◆ **PROBLEM DESCRIPTION**
Filter these records by the string "block", copying each line that holds it.
(Beginning of RECORDED INFORMATION)
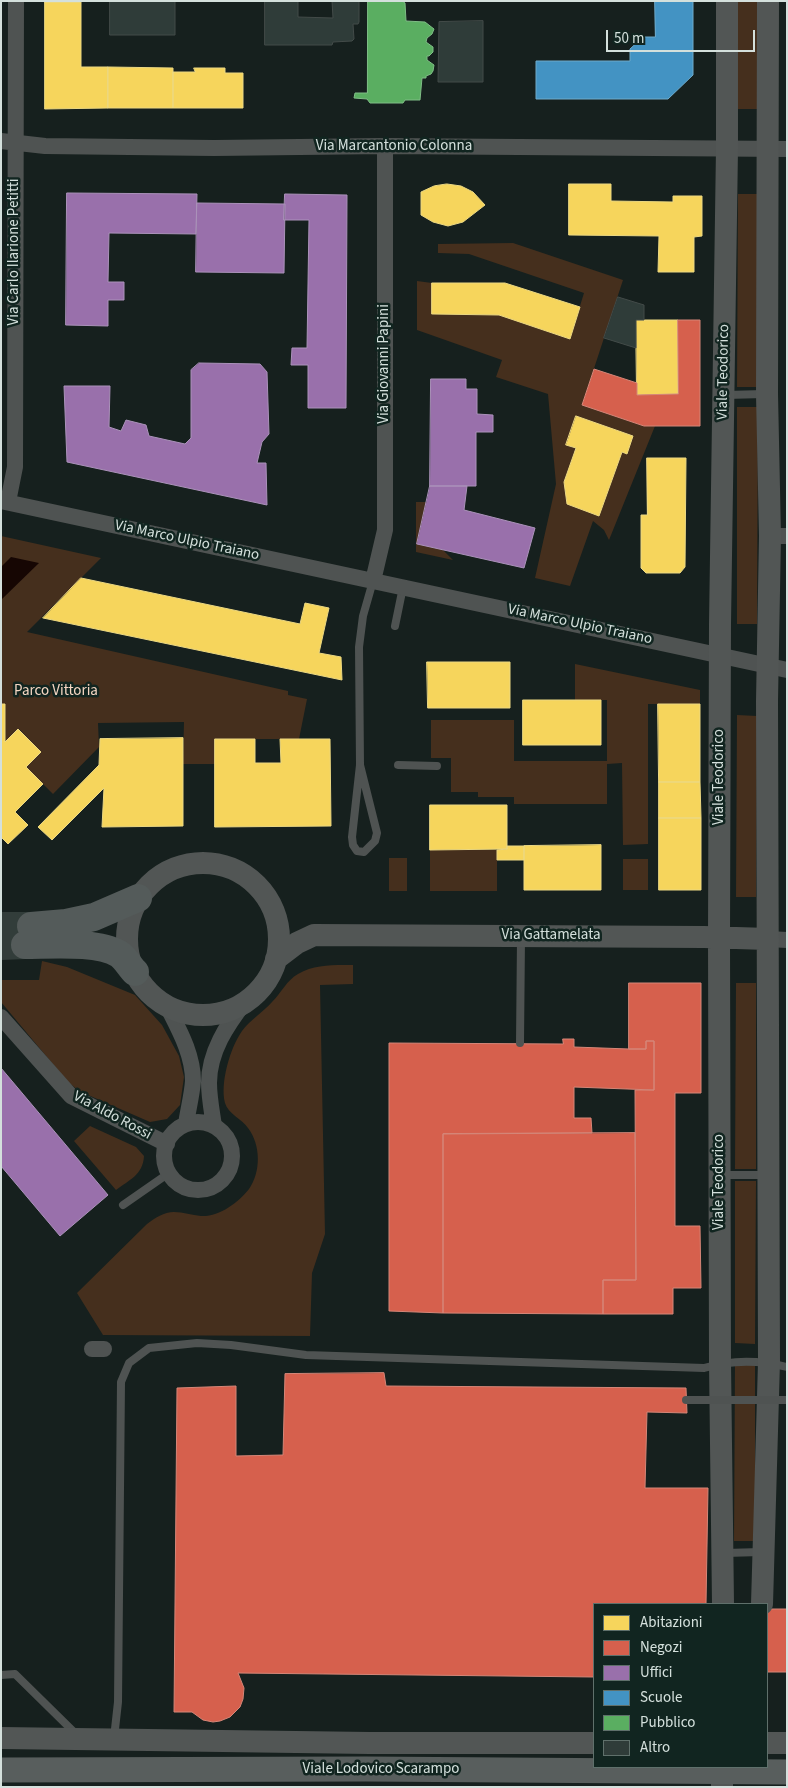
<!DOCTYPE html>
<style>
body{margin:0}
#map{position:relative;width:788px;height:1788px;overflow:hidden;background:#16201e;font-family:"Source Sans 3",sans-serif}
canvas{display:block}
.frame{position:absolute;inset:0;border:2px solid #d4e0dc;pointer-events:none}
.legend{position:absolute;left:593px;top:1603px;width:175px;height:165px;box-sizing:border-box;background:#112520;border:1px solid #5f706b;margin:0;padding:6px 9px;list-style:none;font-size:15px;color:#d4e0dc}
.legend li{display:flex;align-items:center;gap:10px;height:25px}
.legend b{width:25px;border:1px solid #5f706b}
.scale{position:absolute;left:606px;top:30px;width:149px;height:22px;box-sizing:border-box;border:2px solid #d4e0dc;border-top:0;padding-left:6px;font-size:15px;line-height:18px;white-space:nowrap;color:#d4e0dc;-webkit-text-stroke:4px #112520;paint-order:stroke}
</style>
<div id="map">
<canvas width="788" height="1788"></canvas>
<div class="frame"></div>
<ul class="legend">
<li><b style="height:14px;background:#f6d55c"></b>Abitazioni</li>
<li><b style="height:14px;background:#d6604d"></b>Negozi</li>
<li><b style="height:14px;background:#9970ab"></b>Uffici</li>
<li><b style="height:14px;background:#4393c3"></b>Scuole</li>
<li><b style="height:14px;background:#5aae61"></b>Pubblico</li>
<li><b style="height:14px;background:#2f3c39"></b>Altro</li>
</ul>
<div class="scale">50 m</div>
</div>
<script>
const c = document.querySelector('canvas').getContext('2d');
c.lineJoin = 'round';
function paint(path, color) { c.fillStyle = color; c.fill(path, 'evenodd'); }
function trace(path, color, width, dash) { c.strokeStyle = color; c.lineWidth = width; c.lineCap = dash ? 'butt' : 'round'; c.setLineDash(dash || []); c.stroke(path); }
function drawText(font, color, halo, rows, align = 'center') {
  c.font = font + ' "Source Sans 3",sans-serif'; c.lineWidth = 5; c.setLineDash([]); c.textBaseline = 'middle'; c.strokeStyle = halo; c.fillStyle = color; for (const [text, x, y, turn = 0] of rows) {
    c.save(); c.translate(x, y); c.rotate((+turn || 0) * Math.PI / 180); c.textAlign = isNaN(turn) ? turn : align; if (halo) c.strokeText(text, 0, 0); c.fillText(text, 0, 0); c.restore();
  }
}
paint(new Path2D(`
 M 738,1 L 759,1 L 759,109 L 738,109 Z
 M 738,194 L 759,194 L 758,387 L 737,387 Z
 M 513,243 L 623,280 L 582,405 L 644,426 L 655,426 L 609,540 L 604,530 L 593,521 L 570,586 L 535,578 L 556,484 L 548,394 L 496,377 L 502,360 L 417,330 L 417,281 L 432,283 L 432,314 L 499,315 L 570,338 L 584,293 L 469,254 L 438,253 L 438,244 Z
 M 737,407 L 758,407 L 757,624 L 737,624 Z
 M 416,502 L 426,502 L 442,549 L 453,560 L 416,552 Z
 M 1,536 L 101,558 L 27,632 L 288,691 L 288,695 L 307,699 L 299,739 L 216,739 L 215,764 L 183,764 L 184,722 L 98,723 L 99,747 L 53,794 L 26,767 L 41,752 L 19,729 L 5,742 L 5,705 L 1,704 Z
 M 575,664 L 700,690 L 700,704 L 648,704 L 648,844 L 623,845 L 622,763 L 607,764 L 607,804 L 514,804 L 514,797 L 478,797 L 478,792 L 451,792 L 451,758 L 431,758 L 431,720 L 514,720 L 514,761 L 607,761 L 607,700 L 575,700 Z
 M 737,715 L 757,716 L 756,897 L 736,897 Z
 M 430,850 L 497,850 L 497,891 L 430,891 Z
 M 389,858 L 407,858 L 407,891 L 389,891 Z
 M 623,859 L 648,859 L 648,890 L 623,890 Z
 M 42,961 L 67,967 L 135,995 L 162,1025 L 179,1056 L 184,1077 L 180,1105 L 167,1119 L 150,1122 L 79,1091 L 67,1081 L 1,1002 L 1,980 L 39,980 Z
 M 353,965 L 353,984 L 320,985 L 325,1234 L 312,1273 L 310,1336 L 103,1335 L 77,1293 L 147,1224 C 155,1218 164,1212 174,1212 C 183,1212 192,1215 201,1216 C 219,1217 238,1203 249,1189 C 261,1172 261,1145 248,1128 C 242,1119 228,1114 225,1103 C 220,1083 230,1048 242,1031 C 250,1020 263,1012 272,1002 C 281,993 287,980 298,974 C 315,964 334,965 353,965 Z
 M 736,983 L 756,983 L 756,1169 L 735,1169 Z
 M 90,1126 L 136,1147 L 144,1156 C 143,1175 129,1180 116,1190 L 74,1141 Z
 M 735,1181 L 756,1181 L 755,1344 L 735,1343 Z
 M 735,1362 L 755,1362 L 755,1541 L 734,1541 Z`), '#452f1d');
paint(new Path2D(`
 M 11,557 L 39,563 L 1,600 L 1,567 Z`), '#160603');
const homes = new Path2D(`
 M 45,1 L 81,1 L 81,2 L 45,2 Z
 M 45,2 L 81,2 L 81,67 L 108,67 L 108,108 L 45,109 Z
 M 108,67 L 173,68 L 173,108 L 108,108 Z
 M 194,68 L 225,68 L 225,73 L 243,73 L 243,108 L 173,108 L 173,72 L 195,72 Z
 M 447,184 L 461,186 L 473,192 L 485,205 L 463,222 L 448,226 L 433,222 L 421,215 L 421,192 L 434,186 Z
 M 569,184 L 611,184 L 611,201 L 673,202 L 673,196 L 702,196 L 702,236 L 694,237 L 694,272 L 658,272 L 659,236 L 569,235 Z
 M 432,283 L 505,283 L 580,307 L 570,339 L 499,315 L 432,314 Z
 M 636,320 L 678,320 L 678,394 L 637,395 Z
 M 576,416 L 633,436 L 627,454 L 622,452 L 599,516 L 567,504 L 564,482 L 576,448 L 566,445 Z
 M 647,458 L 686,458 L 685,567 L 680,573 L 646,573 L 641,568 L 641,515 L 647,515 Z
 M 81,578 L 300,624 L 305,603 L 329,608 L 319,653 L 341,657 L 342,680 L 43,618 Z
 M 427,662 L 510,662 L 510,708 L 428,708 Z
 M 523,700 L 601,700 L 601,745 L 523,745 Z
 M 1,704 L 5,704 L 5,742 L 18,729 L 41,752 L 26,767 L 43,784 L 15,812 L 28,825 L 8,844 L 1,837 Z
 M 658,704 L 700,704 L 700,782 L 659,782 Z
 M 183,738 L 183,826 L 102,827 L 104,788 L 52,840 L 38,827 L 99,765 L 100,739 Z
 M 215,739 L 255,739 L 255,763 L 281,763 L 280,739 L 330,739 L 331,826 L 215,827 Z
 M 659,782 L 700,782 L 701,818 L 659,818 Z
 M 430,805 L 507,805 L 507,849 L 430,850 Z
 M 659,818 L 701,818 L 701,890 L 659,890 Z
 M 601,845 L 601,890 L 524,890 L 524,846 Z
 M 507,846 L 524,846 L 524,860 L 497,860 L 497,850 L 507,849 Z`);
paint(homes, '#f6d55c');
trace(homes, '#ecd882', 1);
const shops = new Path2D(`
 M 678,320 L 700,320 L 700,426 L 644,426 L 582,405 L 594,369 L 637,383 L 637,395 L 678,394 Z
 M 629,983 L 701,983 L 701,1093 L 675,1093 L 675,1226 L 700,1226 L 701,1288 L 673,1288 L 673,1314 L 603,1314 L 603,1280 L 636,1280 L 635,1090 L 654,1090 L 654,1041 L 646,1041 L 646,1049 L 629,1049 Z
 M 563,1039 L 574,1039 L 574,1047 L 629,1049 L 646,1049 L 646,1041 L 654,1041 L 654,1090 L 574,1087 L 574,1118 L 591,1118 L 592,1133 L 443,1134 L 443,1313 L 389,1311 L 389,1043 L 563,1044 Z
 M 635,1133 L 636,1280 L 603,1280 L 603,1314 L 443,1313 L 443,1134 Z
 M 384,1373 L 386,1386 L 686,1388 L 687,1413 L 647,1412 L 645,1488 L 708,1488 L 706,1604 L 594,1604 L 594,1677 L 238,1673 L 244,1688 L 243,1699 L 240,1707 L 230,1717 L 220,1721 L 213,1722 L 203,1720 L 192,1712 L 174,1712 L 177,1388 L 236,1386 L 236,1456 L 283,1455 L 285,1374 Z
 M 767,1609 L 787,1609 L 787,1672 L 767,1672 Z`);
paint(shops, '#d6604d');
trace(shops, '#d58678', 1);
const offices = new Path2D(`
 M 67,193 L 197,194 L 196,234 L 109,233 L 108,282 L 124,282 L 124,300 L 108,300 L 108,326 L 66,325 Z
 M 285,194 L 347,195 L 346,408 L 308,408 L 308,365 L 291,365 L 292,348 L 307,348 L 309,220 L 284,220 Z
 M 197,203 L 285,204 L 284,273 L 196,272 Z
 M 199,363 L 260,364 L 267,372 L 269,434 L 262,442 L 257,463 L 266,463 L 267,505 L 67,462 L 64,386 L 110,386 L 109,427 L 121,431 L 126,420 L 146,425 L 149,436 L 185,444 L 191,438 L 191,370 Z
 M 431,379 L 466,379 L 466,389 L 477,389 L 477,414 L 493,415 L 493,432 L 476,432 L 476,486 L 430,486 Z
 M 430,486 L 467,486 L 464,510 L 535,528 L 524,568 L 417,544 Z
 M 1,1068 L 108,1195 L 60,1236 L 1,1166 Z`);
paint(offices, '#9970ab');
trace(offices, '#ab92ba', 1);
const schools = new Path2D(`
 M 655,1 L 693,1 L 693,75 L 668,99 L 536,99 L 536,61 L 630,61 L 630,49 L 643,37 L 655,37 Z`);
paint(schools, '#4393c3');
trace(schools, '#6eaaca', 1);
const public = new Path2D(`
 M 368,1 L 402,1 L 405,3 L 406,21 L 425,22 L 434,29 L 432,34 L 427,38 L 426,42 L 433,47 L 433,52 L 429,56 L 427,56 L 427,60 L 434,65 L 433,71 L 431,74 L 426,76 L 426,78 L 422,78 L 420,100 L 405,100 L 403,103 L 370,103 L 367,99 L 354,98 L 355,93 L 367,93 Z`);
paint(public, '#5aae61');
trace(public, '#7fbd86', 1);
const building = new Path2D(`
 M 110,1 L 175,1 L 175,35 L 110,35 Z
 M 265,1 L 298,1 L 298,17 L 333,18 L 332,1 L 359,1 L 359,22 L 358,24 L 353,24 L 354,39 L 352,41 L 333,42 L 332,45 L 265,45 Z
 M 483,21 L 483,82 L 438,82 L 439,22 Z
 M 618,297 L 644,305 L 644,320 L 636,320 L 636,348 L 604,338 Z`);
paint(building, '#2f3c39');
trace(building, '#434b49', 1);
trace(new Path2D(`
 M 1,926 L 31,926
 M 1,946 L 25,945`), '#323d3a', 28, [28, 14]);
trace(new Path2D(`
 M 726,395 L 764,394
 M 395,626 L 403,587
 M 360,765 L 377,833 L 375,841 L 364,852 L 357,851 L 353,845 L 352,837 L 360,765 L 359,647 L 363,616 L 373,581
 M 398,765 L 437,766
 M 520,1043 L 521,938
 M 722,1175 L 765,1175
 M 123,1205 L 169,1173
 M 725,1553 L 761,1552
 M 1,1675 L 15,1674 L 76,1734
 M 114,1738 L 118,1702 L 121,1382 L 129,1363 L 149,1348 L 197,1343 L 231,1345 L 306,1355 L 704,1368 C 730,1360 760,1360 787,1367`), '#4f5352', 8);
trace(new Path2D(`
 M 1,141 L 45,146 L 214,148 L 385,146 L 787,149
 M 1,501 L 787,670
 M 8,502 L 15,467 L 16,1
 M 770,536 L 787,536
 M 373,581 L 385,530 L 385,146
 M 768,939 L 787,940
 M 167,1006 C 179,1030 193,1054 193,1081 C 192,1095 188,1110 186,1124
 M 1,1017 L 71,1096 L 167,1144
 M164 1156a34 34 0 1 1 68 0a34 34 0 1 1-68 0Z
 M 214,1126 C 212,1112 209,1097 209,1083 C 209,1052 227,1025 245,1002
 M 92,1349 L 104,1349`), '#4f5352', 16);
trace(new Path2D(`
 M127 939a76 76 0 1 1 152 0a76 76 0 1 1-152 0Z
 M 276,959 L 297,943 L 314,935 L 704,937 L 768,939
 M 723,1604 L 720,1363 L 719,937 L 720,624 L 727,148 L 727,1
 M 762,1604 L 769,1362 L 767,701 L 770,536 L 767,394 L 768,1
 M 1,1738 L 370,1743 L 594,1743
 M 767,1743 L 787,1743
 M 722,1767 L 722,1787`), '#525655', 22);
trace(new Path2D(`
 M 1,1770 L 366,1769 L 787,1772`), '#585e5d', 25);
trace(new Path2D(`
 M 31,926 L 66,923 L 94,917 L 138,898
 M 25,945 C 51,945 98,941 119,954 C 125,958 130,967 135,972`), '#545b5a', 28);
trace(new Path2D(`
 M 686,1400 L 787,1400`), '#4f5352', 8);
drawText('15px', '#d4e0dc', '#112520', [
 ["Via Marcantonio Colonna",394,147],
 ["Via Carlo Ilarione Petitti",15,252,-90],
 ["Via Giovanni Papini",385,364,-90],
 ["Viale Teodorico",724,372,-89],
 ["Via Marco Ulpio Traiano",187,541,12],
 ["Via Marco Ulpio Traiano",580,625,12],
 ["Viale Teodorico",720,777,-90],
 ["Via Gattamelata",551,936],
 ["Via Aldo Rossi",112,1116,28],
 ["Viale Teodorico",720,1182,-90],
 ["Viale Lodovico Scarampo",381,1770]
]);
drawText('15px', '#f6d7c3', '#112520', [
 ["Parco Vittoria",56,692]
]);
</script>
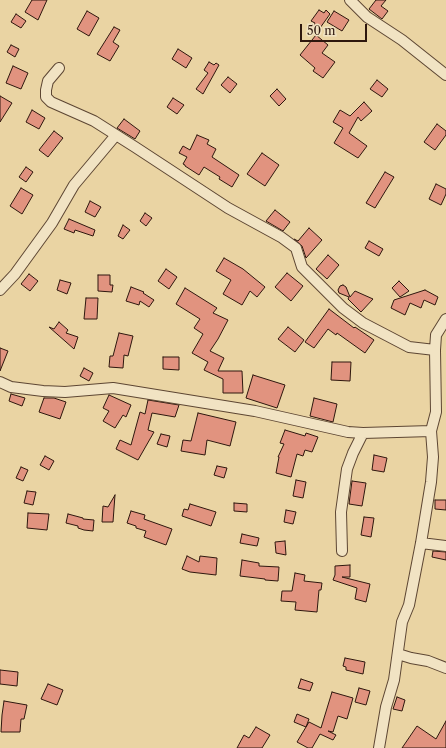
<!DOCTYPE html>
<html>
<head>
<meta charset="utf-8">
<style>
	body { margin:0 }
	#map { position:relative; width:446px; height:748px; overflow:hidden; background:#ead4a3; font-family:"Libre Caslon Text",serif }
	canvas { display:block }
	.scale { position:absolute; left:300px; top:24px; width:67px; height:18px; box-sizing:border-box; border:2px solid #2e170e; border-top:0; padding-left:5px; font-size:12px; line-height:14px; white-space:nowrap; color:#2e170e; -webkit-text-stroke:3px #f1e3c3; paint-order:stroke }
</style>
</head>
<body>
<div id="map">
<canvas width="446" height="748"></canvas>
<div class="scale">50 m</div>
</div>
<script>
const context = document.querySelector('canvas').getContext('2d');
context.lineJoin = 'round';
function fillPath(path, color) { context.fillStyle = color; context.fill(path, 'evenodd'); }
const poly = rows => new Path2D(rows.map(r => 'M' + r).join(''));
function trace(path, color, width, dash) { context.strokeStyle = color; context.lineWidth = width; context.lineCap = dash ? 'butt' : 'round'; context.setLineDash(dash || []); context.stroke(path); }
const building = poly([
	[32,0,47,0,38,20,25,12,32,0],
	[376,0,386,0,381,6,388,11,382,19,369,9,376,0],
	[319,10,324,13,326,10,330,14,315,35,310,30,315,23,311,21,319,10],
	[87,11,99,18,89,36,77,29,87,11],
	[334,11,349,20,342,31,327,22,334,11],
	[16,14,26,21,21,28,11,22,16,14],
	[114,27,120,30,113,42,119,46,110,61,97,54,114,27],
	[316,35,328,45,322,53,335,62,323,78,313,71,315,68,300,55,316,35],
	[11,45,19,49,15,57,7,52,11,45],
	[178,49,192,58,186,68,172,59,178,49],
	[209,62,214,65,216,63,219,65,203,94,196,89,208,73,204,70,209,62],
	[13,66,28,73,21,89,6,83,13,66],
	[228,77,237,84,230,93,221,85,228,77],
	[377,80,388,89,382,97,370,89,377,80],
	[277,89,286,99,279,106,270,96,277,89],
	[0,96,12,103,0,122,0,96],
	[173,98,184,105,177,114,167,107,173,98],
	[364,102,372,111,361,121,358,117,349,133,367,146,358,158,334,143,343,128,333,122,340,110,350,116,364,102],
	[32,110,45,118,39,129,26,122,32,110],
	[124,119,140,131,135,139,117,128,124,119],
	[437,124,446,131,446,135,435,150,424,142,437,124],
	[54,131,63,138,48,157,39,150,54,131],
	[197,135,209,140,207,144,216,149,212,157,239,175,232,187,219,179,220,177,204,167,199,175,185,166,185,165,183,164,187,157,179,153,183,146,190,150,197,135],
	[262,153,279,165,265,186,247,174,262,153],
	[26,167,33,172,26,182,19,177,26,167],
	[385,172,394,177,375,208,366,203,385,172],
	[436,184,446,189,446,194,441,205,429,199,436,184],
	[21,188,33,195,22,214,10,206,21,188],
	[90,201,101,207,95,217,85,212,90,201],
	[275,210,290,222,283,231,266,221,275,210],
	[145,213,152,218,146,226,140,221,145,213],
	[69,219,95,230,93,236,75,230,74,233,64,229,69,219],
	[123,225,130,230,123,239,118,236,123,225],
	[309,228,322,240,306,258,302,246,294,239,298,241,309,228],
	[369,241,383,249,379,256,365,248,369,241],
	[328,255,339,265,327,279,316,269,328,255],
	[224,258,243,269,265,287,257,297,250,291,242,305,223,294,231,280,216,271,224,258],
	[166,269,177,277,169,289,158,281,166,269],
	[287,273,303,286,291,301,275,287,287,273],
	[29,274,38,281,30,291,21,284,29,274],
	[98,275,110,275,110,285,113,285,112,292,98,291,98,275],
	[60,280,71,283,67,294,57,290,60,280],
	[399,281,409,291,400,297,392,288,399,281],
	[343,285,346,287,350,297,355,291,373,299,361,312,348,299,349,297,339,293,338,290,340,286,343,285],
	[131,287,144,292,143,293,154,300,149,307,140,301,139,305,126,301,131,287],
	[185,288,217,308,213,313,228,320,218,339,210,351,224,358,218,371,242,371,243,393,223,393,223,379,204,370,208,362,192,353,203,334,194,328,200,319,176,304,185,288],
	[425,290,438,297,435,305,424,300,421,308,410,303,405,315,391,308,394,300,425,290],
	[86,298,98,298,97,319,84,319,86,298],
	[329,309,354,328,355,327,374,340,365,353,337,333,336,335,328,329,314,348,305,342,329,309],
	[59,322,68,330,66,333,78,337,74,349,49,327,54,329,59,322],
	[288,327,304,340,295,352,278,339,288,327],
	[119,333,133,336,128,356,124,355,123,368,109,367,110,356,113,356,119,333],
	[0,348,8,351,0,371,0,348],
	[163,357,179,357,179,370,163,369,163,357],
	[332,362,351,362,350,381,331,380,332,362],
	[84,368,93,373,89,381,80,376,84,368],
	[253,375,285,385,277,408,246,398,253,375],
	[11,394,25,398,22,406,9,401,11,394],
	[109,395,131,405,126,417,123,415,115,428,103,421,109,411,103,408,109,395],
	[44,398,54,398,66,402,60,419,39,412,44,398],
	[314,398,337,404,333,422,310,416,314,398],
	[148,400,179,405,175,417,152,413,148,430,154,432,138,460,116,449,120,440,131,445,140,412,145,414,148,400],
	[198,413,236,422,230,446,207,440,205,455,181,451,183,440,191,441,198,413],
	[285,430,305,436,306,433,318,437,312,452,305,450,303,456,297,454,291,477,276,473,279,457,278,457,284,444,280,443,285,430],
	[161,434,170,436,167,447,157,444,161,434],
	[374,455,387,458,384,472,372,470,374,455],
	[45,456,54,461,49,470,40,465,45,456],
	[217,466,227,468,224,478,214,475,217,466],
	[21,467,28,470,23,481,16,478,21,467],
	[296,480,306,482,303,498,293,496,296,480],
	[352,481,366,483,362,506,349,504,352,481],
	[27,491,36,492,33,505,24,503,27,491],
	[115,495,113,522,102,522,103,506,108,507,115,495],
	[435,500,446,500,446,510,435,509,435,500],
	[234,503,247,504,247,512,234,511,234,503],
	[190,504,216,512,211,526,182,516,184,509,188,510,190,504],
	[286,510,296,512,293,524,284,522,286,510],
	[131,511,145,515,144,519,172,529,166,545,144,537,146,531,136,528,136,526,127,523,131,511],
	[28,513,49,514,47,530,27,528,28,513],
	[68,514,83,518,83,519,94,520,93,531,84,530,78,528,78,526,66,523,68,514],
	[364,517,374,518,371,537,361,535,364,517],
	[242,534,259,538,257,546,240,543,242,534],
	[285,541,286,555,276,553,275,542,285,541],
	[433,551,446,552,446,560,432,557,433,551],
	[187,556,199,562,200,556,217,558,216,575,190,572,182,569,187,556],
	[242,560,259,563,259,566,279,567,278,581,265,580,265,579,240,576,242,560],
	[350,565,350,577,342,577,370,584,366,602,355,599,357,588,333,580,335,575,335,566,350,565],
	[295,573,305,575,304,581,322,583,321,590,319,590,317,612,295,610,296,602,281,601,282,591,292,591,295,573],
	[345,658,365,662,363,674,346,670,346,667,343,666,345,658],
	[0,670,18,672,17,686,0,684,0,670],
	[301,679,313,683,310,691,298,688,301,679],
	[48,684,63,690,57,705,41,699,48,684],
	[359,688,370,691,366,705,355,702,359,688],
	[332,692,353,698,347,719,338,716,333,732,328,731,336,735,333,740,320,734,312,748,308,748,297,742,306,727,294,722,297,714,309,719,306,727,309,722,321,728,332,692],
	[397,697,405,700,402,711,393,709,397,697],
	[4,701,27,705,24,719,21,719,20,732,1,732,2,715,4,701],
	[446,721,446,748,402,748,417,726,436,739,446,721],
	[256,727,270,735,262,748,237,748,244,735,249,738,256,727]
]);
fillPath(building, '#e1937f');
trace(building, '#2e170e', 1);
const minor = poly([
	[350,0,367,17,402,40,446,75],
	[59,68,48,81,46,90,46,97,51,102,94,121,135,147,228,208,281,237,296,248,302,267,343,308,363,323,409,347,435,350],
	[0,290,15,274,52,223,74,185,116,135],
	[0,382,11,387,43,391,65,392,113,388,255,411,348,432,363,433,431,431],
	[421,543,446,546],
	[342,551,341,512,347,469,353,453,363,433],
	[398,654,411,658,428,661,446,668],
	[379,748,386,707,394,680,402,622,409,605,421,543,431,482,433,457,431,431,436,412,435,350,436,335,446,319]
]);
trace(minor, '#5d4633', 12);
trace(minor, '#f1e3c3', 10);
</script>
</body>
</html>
(End of RECORDED INFORMATION)
◆ **ANSWER SPACE**
canvas{display:block}
	canvas { display:block }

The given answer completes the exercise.